And we knew that China was going to slow down.
I actually had a bet with an eminent Chinese economist last year that China's GDP would never overtake that of the United States.
I actually think that's become more likely because I think this is a shock to the Chinese system
that is going to exacerbate the existing structural problems of an aging population,
excessive amounts of debt, and the fundamental problem that if you run a system which is unfree,
where there isn't really the rule of
law, where the party is essentially above the law, you can't possibly produce optimal economic
outcomes. And I think that will become more and more apparent over the next, let's say,
five to 10 years. Most people are expecting a straight dish line of China continuing to grow, overtaking the United
States. But the trend lines aren't like that in history. If you think about it, empires are these
large complex systems. They can seem to be in equilibrium, but in fact, they're not. And a
relatively small protuberance can cause the whole thing to tip over into chaos. China's much more fragile
than people in the West realize, because ultimately running a fifth of humanity as a
one-party state with the model that was cooked up in the mid-20th century by crazy people like
Stalin isn't likely to work. As compared with a relatively decentralized, admittedly messy system,
which has rule of law, has freedoms, and, and here's a really key point, Scott,
is far more attractive to the ambitious people in the rest of the world than China will ever be.
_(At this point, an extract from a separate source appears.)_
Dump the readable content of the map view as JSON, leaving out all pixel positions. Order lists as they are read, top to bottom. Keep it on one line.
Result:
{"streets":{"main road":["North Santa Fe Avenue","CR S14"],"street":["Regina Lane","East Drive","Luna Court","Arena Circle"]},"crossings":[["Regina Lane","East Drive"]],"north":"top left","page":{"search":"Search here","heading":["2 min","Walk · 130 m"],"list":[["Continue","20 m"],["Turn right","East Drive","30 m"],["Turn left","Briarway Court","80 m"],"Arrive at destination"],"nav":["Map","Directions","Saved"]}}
You know, hands up who wants to become a Chinese national in the rest of the world versus who would
like to become a US citizen. It's not even close.
Nobody wants to migrate to China. Most people, when you quiz them, want to migrate either to
the US or to the European Union. And that's a huge edge to have because the US continues,
even through the Trump years, to import talent from the rest of the world. And that's the secret sauce that has made Silicon Valley
so much more creative than anything to come out of China.
So I'm quite bullish the US, bearish China
on the basis of these historical trends.
I mean, you really, I'm not blowing smoke here,
you're really opening my mind to a lot of stuff.
And I'm questioning a
lot of my own beliefs, which is always healthy. So just a proof point of what you're saying.
I have office hours and I teach 280 kids a semester and I offer each of them the opportunity
to come spend some time with me. And they don't come to talk about digital marketing or brand
strategy. They come to talk about their careers. And Chinese students always want to talk about the same thing.
Can you help me stay here?
They all want to stay.
And it strikes me what you said, that as long as we have that, just that appeal, that people
want to be here, that the best and brightest want to be here.
It really, I've always felt that that's the secret sauce.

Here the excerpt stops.